» **Data supplied**
=======
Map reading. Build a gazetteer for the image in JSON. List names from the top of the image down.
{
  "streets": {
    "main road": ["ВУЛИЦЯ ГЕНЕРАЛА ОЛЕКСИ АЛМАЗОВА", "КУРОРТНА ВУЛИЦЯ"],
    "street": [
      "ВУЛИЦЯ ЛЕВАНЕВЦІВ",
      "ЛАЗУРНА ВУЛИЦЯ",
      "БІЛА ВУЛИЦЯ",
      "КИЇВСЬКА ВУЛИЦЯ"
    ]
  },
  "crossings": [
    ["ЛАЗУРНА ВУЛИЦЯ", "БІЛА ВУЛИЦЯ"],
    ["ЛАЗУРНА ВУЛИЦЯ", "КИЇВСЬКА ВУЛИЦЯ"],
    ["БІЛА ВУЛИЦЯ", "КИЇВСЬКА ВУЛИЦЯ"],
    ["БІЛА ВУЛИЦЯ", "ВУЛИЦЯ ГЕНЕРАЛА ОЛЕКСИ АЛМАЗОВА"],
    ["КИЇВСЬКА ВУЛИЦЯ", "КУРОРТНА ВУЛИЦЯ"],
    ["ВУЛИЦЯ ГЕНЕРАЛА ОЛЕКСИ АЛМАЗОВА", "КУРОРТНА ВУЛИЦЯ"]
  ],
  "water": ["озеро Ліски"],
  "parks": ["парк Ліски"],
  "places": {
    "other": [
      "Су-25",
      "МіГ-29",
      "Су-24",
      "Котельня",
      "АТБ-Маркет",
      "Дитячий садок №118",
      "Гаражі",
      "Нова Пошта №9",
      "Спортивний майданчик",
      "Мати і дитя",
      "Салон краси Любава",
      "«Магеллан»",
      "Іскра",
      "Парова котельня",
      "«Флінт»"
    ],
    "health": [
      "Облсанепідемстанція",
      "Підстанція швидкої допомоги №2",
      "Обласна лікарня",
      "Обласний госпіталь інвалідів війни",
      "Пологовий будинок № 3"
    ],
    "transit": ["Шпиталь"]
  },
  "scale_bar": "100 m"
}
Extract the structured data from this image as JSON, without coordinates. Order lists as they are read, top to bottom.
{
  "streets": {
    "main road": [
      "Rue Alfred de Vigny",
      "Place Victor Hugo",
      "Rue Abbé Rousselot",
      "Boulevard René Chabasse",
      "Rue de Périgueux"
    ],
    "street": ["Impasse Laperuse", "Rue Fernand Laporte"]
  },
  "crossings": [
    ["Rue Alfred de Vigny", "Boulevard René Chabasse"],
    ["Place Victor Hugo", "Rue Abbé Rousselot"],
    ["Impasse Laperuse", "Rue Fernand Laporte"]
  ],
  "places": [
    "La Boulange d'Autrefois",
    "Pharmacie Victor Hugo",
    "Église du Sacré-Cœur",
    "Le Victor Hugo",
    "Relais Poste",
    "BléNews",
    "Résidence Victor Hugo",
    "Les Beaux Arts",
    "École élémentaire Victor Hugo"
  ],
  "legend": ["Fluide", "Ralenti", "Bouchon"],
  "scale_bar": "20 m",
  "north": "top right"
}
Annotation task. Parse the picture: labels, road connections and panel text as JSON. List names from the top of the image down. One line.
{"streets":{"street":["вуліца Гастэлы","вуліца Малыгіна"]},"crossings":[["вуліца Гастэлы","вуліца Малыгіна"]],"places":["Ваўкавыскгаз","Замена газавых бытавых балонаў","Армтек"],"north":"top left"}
=======
» **What you will do**
Lines from the one containing "Annotation task. Parse" through the last line of the records, restated word for word: that is the whole response.

» **Completed exercise**
Annotation task. Parse the picture: labels, road connections and panel text as JSON. List names from the top of the image down. One line.
{"streets":{"street":["вуліца Гастэлы","вуліца Малыгіна"]},"crossings":[["вуліца Гастэлы","вуліца Малыгіна"]],"places":["Ваўкавыскгаз","Замена газавых бытавых балонаў","Армтек"],"north":"top left"}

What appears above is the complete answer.